Start of SOURCE DATA

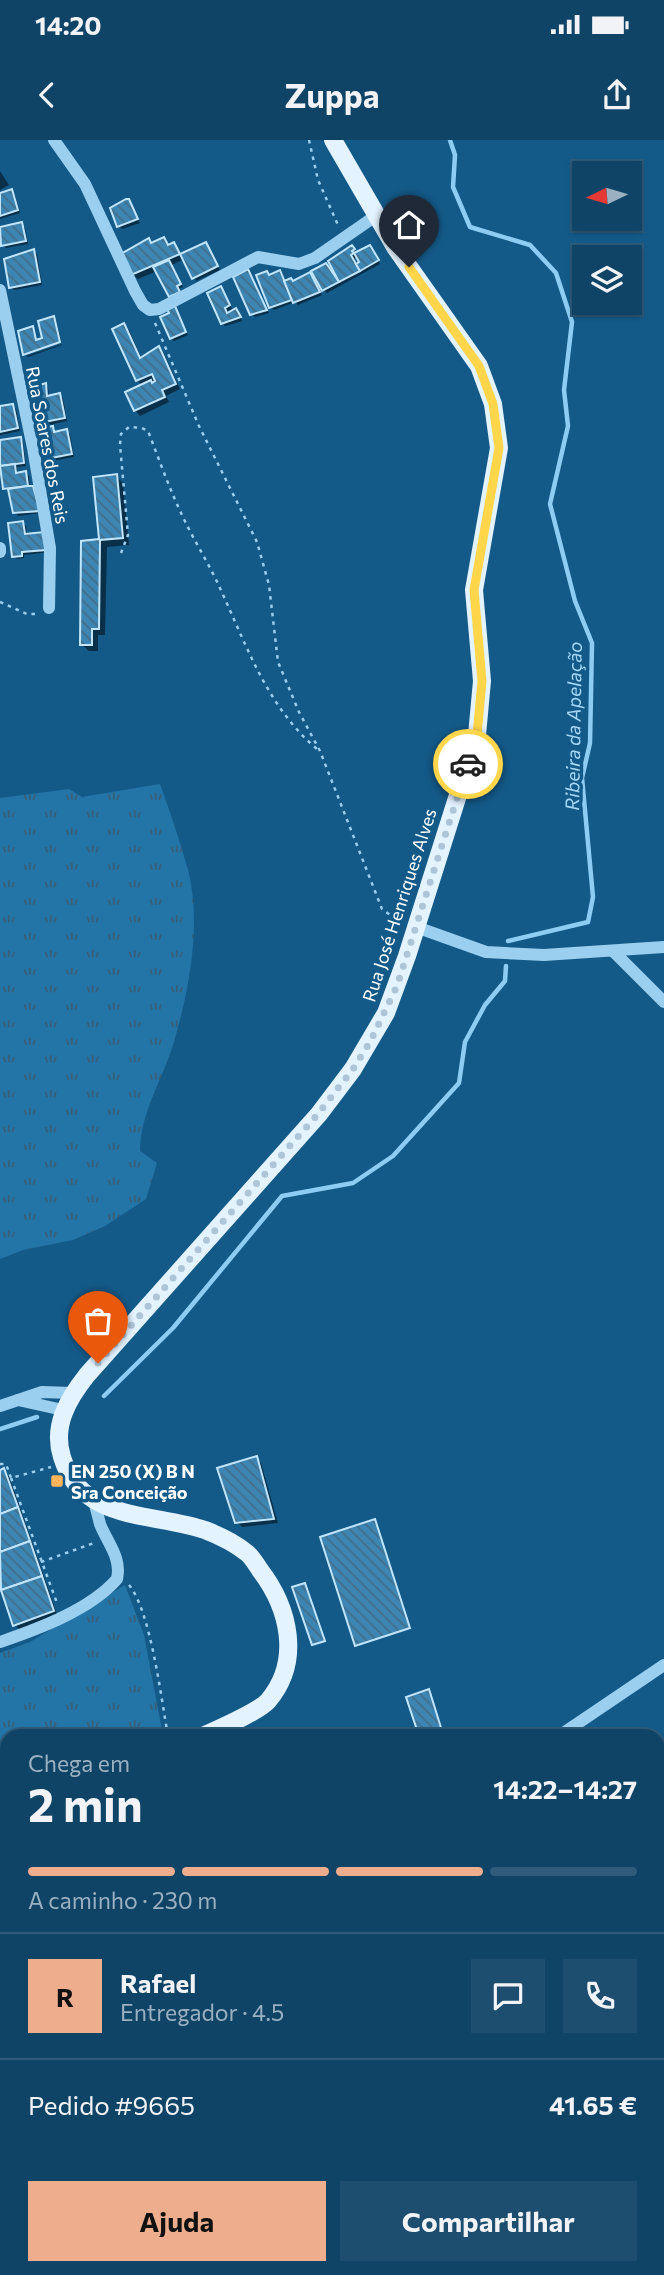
<!DOCTYPE html>
<html lang="pt">
<meta charset="utf-8">
<style>
body{margin:0;font-family:Commissioner,sans-serif;background:#1d4e70;color:#f1f3f6;height:100vh;display:flex;flex-direction:column;font-size:26px;white-space:nowrap}
*{box-sizing:border-box;margin:0}
p{font-size:23px;color:#9bb0c0}
.icon{flex:none;width:38px;height:38px;fill:none;stroke:currentColor;stroke-width:2;stroke-linecap:round;stroke-linejoin:round}
.map{position:relative;flex:1;overflow:hidden}
.drawer{position:absolute;left:0px;top:1589px;width:665px;height:546px;display:flex;flex-direction:column;background:#0f4467;border-radius:21px 21px 0 0;box-shadow:0 2px 5px #0004,0 0 0 2px #2f5c7b}
.drawer>*{flex:none}
.needle{width:46px;rotate:265deg}
.controls{position:absolute;left:572px;top:21px;display:grid;gap:14px}
.controls a{display:grid;place-items:center;width:70px;height:70px;border-radius:0px;background:#0f4467;box-shadow:0 2px 5px #0004,0 0 0 2px #2f5c7b;font-size:35px}
.pin{position:absolute;display:grid;place-items:center;width:60px;height:60px;color:#fff;margin:-72px -30px;border-radius:50% 50% 50% 0;rotate:-45deg;box-shadow:0 0 7px #0007}
.pin .icon{rotate:45deg}
.courier{position:absolute;display:grid;place-items:center;width:70px;height:70px;margin:-35px;border:5px solid #ffd54a;border-radius:50%;background:#fff;color:#222;box-shadow:0 2px 9px #0007}
.headline em{font-style:normal;font-weight:700}
.headline div{display:flex;flex-direction:column-reverse}
.headline{display:flex;align-items:center;justify-content:space-between;height:119px;padding:0 28px}
h1{font-size:46px;font-weight:700;line-height:52px}
.bar{display:grid;grid-template-columns:repeat(4,1fr);gap:10px 7px;align-content:center;height:84px;padding:0 28px}
.bar i{height:9px;border-radius:5px;background:#2f5c7b}
.bar .active{background:#eead8d}
.bar p{grid-column:span 4}
.line{display:flex;align-items:center;gap:18px;padding:0 28px;border-top:2px solid #2f5c7b}
.line div{flex:1}
.round{display:grid;place-items:center;flex:none;width:74px;height:74px;border-radius:0px;background:#1d4e70}
.action{display:flex;gap:14px;margin-top:auto;padding:14px 28px}
.action a{flex:1;height:80px;border-radius:0px;background:#eead8d;color:#111;font-size:28px;font-weight:700;line-height:80px;text-align:center}
.action a+a{background:#1d4e70;color:#f1f3f6}
.status{display:flex;justify-content:space-between;align-items:center;height:49px;padding:0 35px;background:#0f4467;direction:ltr}
.status svg{height:19px;fill:currentColor}
header{display:flex;justify-content:space-between;align-items:center;height:91px;padding:0 28px;background:#0f4467;font-size:32px;font-weight:700}
.map>svg:first-child{display:block}
</style>
<div class="status"><b>14:20</b><svg viewBox="0 0 49 12"><path d="M0 12V9h3v3zM5 12V6h3v6zM10 12V3h3v9zM15 12V0h3v12zM26 1h20v11H26zM47 4h2v5h-2z"/></svg></div>
<header><svg class="icon" aria-label="back" viewBox="0 0 24 24"><path d="M15 5l-7 7 7 7"/></svg>Zuppa<svg class="icon" aria-label="share" viewBox="0 0 24 24"><path d="M12 15V3M7 8l5-5 5 5M5 13v7h14v-7"/></svg></header>
<div class="map">
<svg width="664" height="2135" viewBox="0 0 664 2135">
<defs>
<pattern id="grass-tufts" width="24" height="20" patternUnits="userSpaceOnUse" patternTransform="scale(1.75)"><rect width="24" height="20" fill="#2374a7"/><path d="M3 7l-1-3M5 7V3M7 7l1-3M15 17l-1-3M17 17v-4M19 17l1-3" fill="none" stroke="#3a5e75"/></pattern>
<pattern id="building-back-hatch" width="6" height="6" patternUnits="userSpaceOnUse" patternTransform="scale(1.75)"><rect width="6" height="6" fill="#3d85b2"/><path d="M-1 5l2 2M0 0l6 6M5-1l2 2" fill="none" stroke="#436e89"/></pattern>
</defs>
<rect width="100%" height="100%" fill="#145a89"/>
<g fill="url(#grass-tufts)">
<path d="M160,644C170,672 180,701 188,730C202,785 189,851 173,905C162,940 140,974 140,1011L157,1023L146,1059L105,1086L73,1100L23,1110L0,1119V658L69,649L82,657Z"/>
<path d="M125,1445L144,1495L163,1596H7V1634L2,1635L0,1631V1513L30,1502Z"/>
</g>
<g fill="#0007" fill-rule="evenodd">
<path d="M0,31L9,45L0,50Z"/>
<path d="M12,51L15,55L20,73L0,79V55Z"/>
<path d="M129,61L140,83L122,89L119,86Z"/>
<path d="M21,84L25,88L28,104L6,108L3,105L0,88Z"/>
<path d="M163,99L169,106L174,104L182,115L206,104L220,130L196,141L184,119L172,125L183,147L179,149L182,155L157,131L138,139L132,134L149,100L153,105Z"/>
<path d="M351,108L357,114L373,110L380,124L327,153L324,150L331,133ZM358,115L362,122L357,125L354,119Z"/>
<path d="M34,111L37,114L42,145L14,150L10,147Z"/>
<path d="M248,131L251,134L269,173L255,177L252,174Z"/>
<path d="M279,132L285,143L313,138L322,155L298,165L295,162L274,170L271,167L270,136Z"/>
<path d="M221,148L233,171L236,170L239,173L242,181L225,186L222,183Z"/>
<path d="M174,168L188,195L174,201L171,198Z"/>
<path d="M53,178L56,181L61,200L24,213L32,188L37,201L44,199Z"/>
<path d="M123,185L129,190L142,219L159,209L164,214L180,249L166,256L169,262L140,276L135,270L143,246L137,240Z"/>
<path d="M62,204V205L28,217L26,216Z"/>
<path d="M45,245L48,248L49,257L59,255L63,258L67,281L44,286L41,283Z"/>
<path d="M13,266L16,269L20,291L0,295V268Z"/>
<path d="M52,288L56,293L66,291L70,294L74,317L51,321L48,318Z"/>
<path d="M20,299L23,302L26,326L17,327L18,334L26,333L29,336L30,348L41,373L18,376L15,372L10,351L4,348L0,301Z"/>
<path d="M116,336L123,343L129,405L107,407L105,495H98V511H89L81,504L82,403L101,401L95,339Z"/>
<path d="M22,383L26,386L27,395L49,412L24,415V418L17,419L14,416Z"/>
<path d="M256,1318L261,1323L278,1383L242,1387L237,1382Z"/>
<path d="M4,1330L9,1336L58,1477L20,1490L15,1485L0,1442V1332Z"/>
<path d="M376,1382L410,1489L357,1506L356,1505Z"/>
</g>
<g fill="none" stroke-linecap="round" stroke-linejoin="round">
<g stroke="#8dcdf3" stroke-width="4.5">
<path d="M450,0L455,15L453,47L470,87L530,105L556,133L572,182L564,250L568,286L550,364L575,461L592,503L590,603L582,638L593,757L588,782L508,801"/>
<path d="M104,1256L173,1188L282,1056L353,1043L393,1016L459,943L465,902L485,865L505,841L506,826"/>
<path d="M0,1289L37,1277"/>
</g>
</g>
<g fill="url(#building-back-hatch)" stroke="#c1e5fb" stroke-width="2">
<path d="M12,49L18,70L0,76V53Z"/>
<path d="M126,59H129L138,79L117,87L110,68Z"/>
<path d="M22,82L26,101L1,106L0,87Z"/>
<path d="M164,97L168,105L174,102L180,114L131,135L121,114L149,98L151,103Z"/>
<path d="M206,102L218,126L192,139L180,114Z"/>
<path d="M352,105L355,109L352,111L354,113L351,115L360,131L339,142L328,121Z"/>
<path d="M370,105L379,120L360,131L356,124L359,122L354,113Z"/>
<path d="M34,109L40,142L9,148L4,119Z"/>
<path d="M169,120L181,144L177,146L180,152L169,157L153,127Z"/>
<path d="M326,123L339,142L322,151L311,131Z"/>
<path d="M248,129L267,170L250,175L233,137Z"/>
<path d="M280,130L292,160L269,168L256,135L267,131L269,135Z"/>
<path d="M310,132L320,152L293,163L284,141L291,138L293,141Z"/>
<path d="M221,146L230,165L225,168L227,173L236,168L241,177L221,184L207,153Z"/>
<path d="M175,166L186,192L170,199L160,177L169,173L167,169Z"/>
<path d="M54,176L60,202L23,215L18,191L33,186L36,200L42,198L38,181Z"/>
<path d="M124,183L140,218L159,206L176,244L162,250L165,257L134,271L125,252L151,240L152,243L155,241L152,234L136,241L112,189Z"/>
<path d="M46,243L47,256L60,253L65,278L39,283L33,247Z"/>
<path d="M13,264L18,288L0,292V266Z"/>
<path d="M53,286L54,292L67,289L72,314L46,319L41,288Z"/>
<path d="M21,297L24,323L0,326V300Z"/>
<path d="M15,324L16,333L26,331L28,346L3,349L0,326Z"/>
<path d="M117,334L123,398L100,400L99,489H92V505H80L81,401L99,399L93,337Z"/>
<path d="M28,346H33L40,371L13,373L8,349Z"/>
<path d="M23,381L25,394L44,392L46,410L22,412V416L12,417L8,383Z"/>
<path d="M257,1316L274,1379L235,1383L217,1328Z"/>
<path d="M4,1328L18,1367L0,1374V1330Z"/>
<path d="M18,1367L30,1401L0,1412V1374Z"/>
<path d="M375,1379L410,1488L355,1506L320,1397Z"/>
<path d="M30,1401L42,1436L1,1450L0,1412Z"/>
<path d="M42,1436L54,1471L13,1486L1,1450Z"/>
<path d="M305,1443L325,1501L312,1505L292,1447Z"/>
<path d="M429,1549L443,1594L419,1596L406,1557Z"/>
</g>
<g fill="none" stroke-linecap="round" stroke-linejoin="round">
<g stroke="#9bcfef" stroke-width="2.5" stroke-dasharray="3.5 5" stroke-linecap="butt">
<path d="M309,0L318,40L338,85"/>
<path d="M155,183L199,286L257,402L269,445L278,522L299,572L320,611L382,769L400,782"/>
<path d="M121,413L128,395L120,305L121,294L129,287L142,288L148,291C159,319 169,348 182,375C193,399 208,422 219,446C246,504 267,567 317,609"/>
<path d="M0,462L27,474H36"/>
<path d="M0,1324H6L11,1338L51,1327"/>
<path d="M11,1338L57,1463"/>
<path d="M41,1422L94,1403"/>
<path d="M129,1445C151,1472 161,1558 168,1596"/>
</g>
<g stroke="#9bcfef" stroke-width="12">
<path d="M54,0L85,44L135,151L143,165L150,170L159,169L258,117L299,124L315,118L377,75"/>
<path d="M0,150L33,308L50,408L49,468"/>
<path d="M0,408V412"/>
<path d="M416,787L486,812L544,815L664,807"/>
<path d="M614,812L664,862"/>
<path d="M18,1260L63,1270"/>
<path d="M0,1266L42,1252L72,1253"/>
<path d="M0,1502C38,1489 90,1470 117,1439C122,1418 107,1402 100,1384C98,1376 96,1368 94,1361"/>
<path d="M559,1596L664,1525"/>
<path d="M0,1700L7,1699"/>
<path d="M4,2135L9,2128"/>
</g>
<g stroke="#e3f3ff" stroke-width="18">
<path d="M203,1596C218,1589 258,1572 268,1561C302,1521 289,1468 260,1430C256,1424 252,1417 247,1413C236,1404 218,1395 205,1390C153,1372 82,1383 62,1317C52,1286 68,1259 87,1235L319,974L353,929L386,873L407,816L477,595L482,541L474,450L499,308L493,264L479,226L395,107L333,0"/>
<path d="M0,1680L7,1677"/>
</g>
</g>
<g fill="none" stroke-linecap="round" stroke-linejoin="round">
<path stroke="#adc5d6" stroke-width="7" stroke-dasharray="0 12.6" d="M98,1223L318,974L353,929L370,902L397,846L468,624"/>
<path stroke="#ffd54a" stroke-width="9" d="M409,127L479,226L493,264L499,308L474,450L482,541L477,595L468,624"/>
</g>
<rect fill="#ffb459" stroke="#145a89" stroke-width="2.5" x="50" y="1334" width="14" height="14" rx="3.5"/>
<g text-anchor="middle" dominant-baseline="central" stroke-width="7" stroke-linejoin="round" paint-order="stroke">
<g font-size="18" fill="#fff" stroke="#145a89">
<text transform="translate(48 305) rotate(79)">Rua Soares dos Reis</text>
<text transform="translate(399 765) rotate(-72)">Rua José Henriques Alves</text>
</g>
<g font-size="18" font-weight="bold" fill="#fff" stroke="#145a89" text-anchor="start">
<text x="71" y="1331">EN 250 (X) B N<tspan x="71" dy="21">Sra Conceição</tspan></text>
</g>
<g font-size="19" font-style="italic" fill="#a6d8f7" stroke="#145a89">
<text transform="translate(573 586) rotate(-89)">Ribeira da Apelação</text>
</g>
</g>
</svg>
<div class="controls">
<a><svg class="needle" viewBox="-14 -14 28 28"><path d="M0-13l5 13h-10z" fill="#e53935"/><path d="M0 13l5-13h-10z" fill="#9bb0c0"/></svg></a>
<a><svg class="icon" aria-label="layers" viewBox="0 0 24 24"><path d="M12 4l9 5-9 5-9-5zM3 14l9 5 9-5"/></svg></a>
</div>
<div class="pin" style="left:98px;top:1223px;background:#ea580c"><svg class="icon" aria-label="bag" viewBox="0 0 24 24"><path d="M5 8h14l-1 12H6zM9 8a3 3 0 0 1 6 0"/></svg></div>
<div class="pin" style="left:409px;top:127px;background:#1f2937"><svg class="icon" aria-label="home" viewBox="0 0 24 24"><path d="M3 11l9-7 9 7M6 9v11h12V9"/></svg></div>
<div class="courier" style="left:468px;top:624px"><svg class="icon" aria-label="car" viewBox="0 0 24 24"><path d="M5 17H2v-5l4-1 3-4h7l3 4 3 1v5h-3M9 17h6M6 11h13"/><circle cx="7" cy="17" r="2"/><circle cx="17" cy="17" r="2"/></svg></div>
<section class="drawer">
<div class="headline"><div><h1>2 min</h1><p>Chega em</p></div><em>14:22–14:27</em></div>
<div class="bar"><i class="active"></i><i class="active"></i><i class="active"></i><i></i><p>A caminho · 230 m</p></div>
<div class="line" style="height:126px"><b class="round" style="background:#eead8d;color:#111">R</b><div><b>Rafael</b><p>Entregador · 4.5</p></div><a class="round"><svg class="icon" aria-label="chat" viewBox="0 0 24 24"><path d="M4 5h16v11H9l-5 4z"/></svg></a><a class="round"><svg class="icon" aria-label="phone" viewBox="0 0 24 24"><path d="M5 4h4l2 5-3 2q2 4 5 5l2-3 5 2v4C11 20 4 13 5 4z"/></svg></a></div>
<div class="line" style="height:91px"><div>Pedido #9665</div><b>41.65 €</b></div>
<div class="action"><a>Ajuda</a><a>Compartilhar</a></div>
</section>
</div>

End of SOURCE DATA

WHAT THIS TASK INVOLVES
Copy out, from the material above, each line where the word "translate" is present.

RESULT
<text transform="translate(48 305) rotate(79)">Rua Soares dos Reis</text>
<text transform="translate(399 765) rotate(-72)">Rua José Henriques Alves</text>
<text transform="translate(573 586) rotate(-89)">Ribeira da Apelação</text>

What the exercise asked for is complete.